Taehyung eğilip gül kurusu rengindeki, kenarları çok kullanılmaktan pörsümüş orta boylu defteri aldı ve etraflıca incelerken iç geçirdi. Bu Akira'nın günlüğüydü. Basın toplantısından sonra onunla gelmemiş olması, Taehyung'un işine yaramıştı. Arabasını bırakmak için elçinin evine gittiğinde, tuvalete gitme bahanesiyle evin hizmetçisi Estelle'den izin almış, üst katı ufak bir ziyaretten geçirmişti. Aslında hedefi Akira'nın odasına girip özel eşyasını almak değildi. Ancak o katta bulmayı umduğu gizli oda, ne yazık ki karşısına çıkmamıştı ve Akira'nın odasının kapısını açık görünce kendini durduramamıştı işte. Daha önce de gelmiş bulunduğu bu geniş odada, az eşya olmasına rağmen hepsi pek değerliydi ve sebepsizce ruhuna kasvetli gelmişti. Çalışma masasına bakındığında önce genç kızın elinden hiç düşürmediği tabletine bakmak istedi ancak beklediği üzere ekran kilidi vardı. İşine yarayacak başka bir şey ararken, çekmecesinde bulduğu bu defterin yalnızca ilk sayfasına bakarak günlük olduğunu anlamış, bir şekilde işine yarar umuduyla almıştı. Elbette Akira'nın bu defterin orada olmadığını fark etmesi uzun sürmeyecekti ve Taehyung da zaten ertesi gün yerine koymayı planlıyordu.

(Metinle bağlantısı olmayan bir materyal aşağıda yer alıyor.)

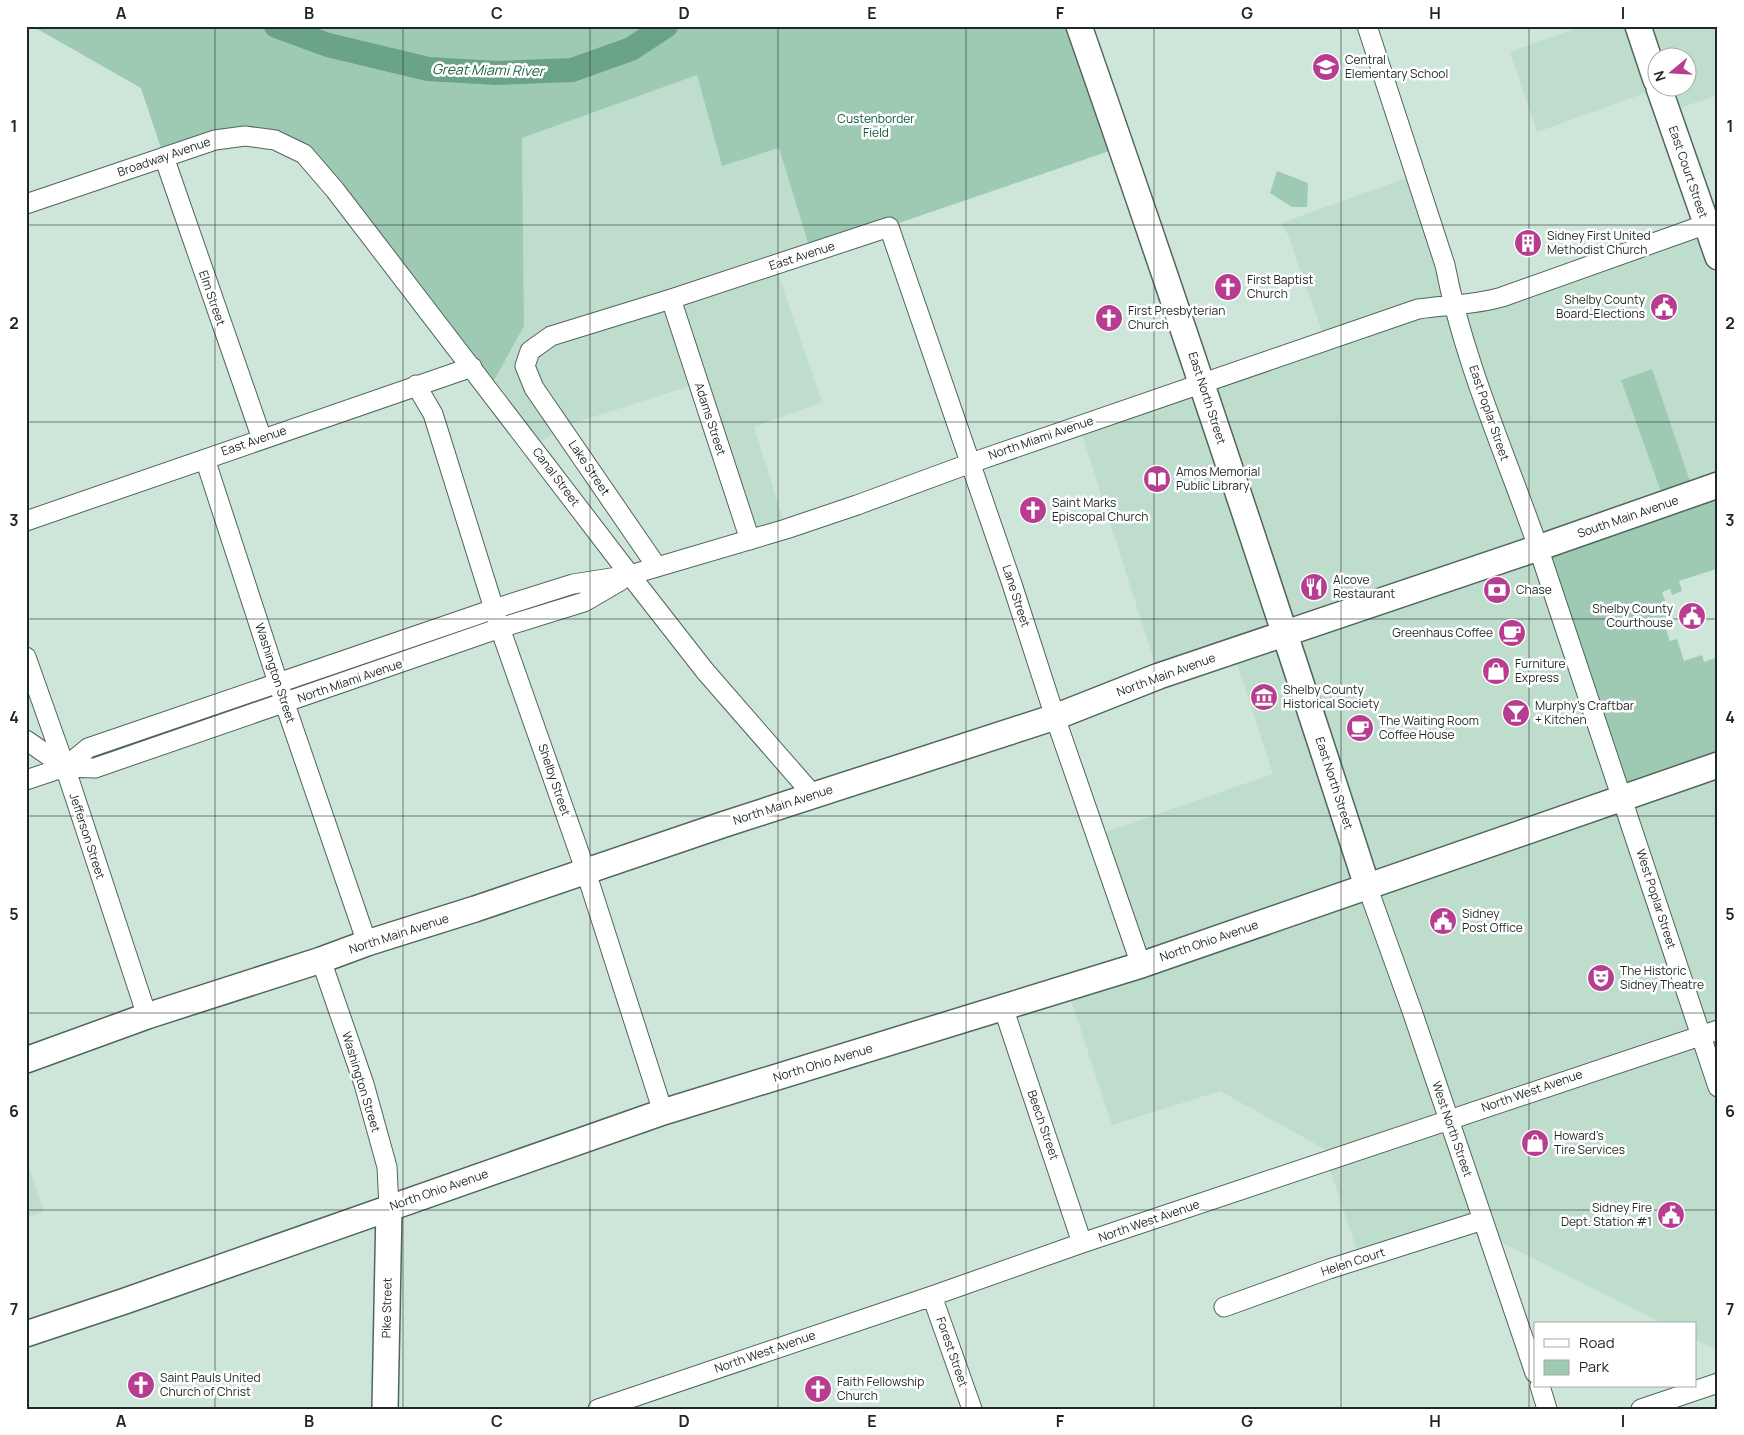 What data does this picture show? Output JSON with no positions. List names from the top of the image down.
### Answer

İlk sayfayı açtığında, yeniden o yazıyı görünce istemsizce dudakları kıvrıldı. Kahve makinesinin işini bitirdiğine işaret eden alarm sesi kulaklarına dolarken, sesli bir şekilde yazıyı okudu.

"Eğer bu defter elindeyse ve sen Akira Hirano değilsen, üç gün içerisinde bir telefon alacaksın ve sonra gözlerin oyulacak. Yol yakınken okumayı bıraksan iyi edersin!"

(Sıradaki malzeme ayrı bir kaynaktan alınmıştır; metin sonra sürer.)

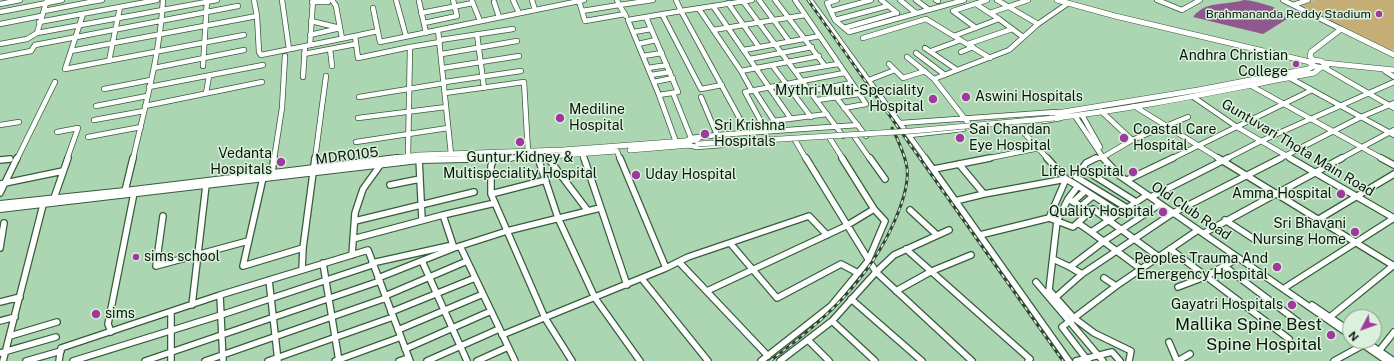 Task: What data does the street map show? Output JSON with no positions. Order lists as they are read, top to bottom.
{
  "streets": {
    "main road": ["MDR0105"],
    "street": ["Guntuvari Thota Main Road", "Old Club Road"]
  },
  "places": [
    "Brahmananda Reddy Stadium",
    "Andhra Christian College",
    "Aswini Hospitals",
    "Mythri Multi-Speciality Hospital",
    "Mediline Hospital",
    "Sri Krishna Hospitals",
    "Sai Chandan Eye Hospital",
    "Coastal Care Hospital",
    "Guntur Kidney & Multispeciality Hospital",
    "Vedanta Hospitals",
    "Life Hospital",
    "Uday Hospital",
    "Amma Hospital",
    "Quality Hospital",
    "Sri Bhavani Nursing Home",
    "sims school",
    "Peoples Trauma And Emergency Hospital",
    "Gayatri Hospitals",
    "sims",
    "Mallika Spine Best Spine Hospital"
  ],
  "north": "bottom left"
} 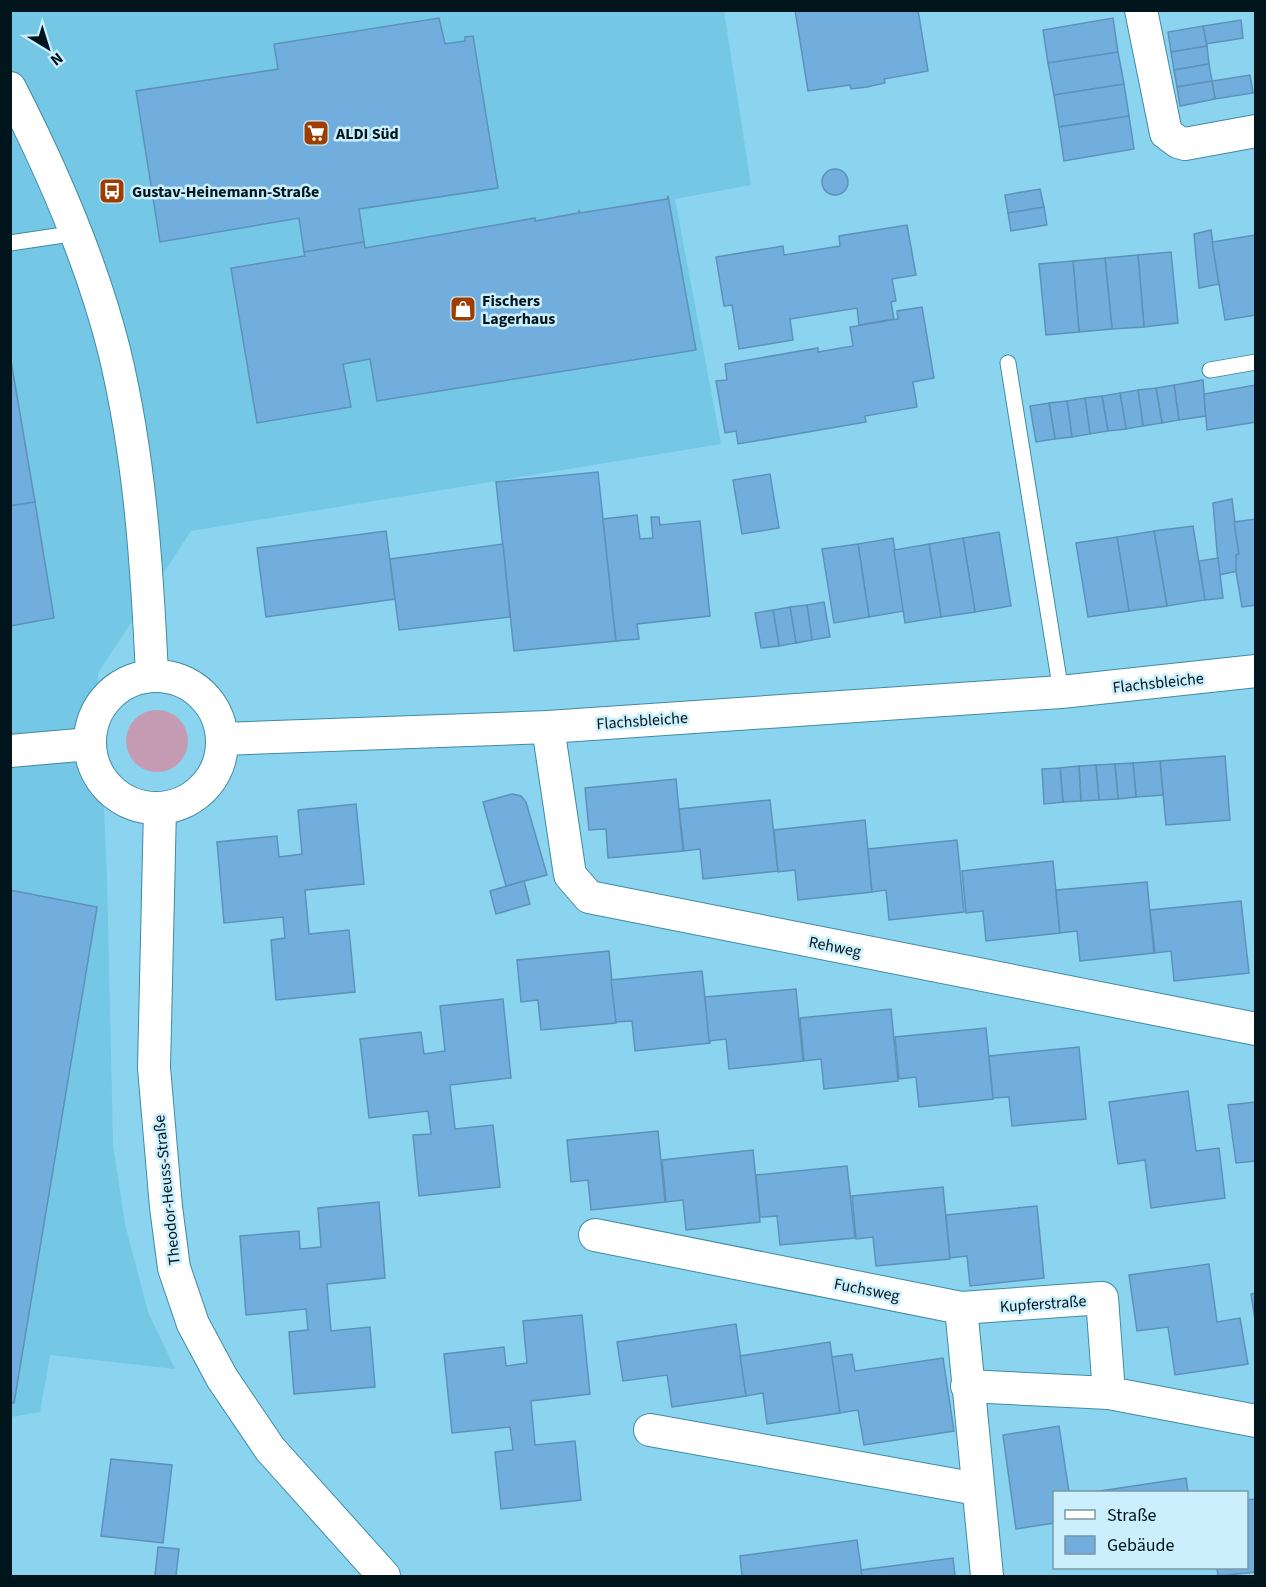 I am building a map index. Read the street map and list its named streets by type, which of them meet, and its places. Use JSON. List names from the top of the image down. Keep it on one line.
{"streets":{"street":["Flachsbleiche","Rehweg","Theodor-Heuss-Straße","Fuchsweg","Kupferstraße"]},"crossings":[["Flachsbleiche","Rehweg"],["Flachsbleiche","Theodor-Heuss-Straße"],["Fuchsweg","Kupferstraße"]],"places":{"supermarket":["ALDI Süd"],"bus stop":["Gustav-Heinemann-Straße"],"shop":["Fischers Lagerhaus"]},"legend":["Straße","Gebäude"],"north":"bottom right"}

Eşzamanlı Taehyung'un telefonundan güçlü bir melodi yayıldığında yüzündeki sırıtış soldu ve sıçrayarak etrafına bakındı. Boğazını temizleyip kendi gururuna karşı mahcup hissederek günlüğü kapadı ve telefonun sesini takip ederek yatak odasına gitti. Günlüğü başucundaki komodinin üzerine bırakıp telefonu eline aldığında arayan ismini görür görmez içi sıkıntıyla dolmuştu. Kaçışı olmadığını bildiği bu kovalamacayı uzatmak istemedi ve telefonu cevapladı. Başkanın sesi beklediğinin aksine sakindi.

"Merhaba Taehyung. Yarım saate bölgeye gel."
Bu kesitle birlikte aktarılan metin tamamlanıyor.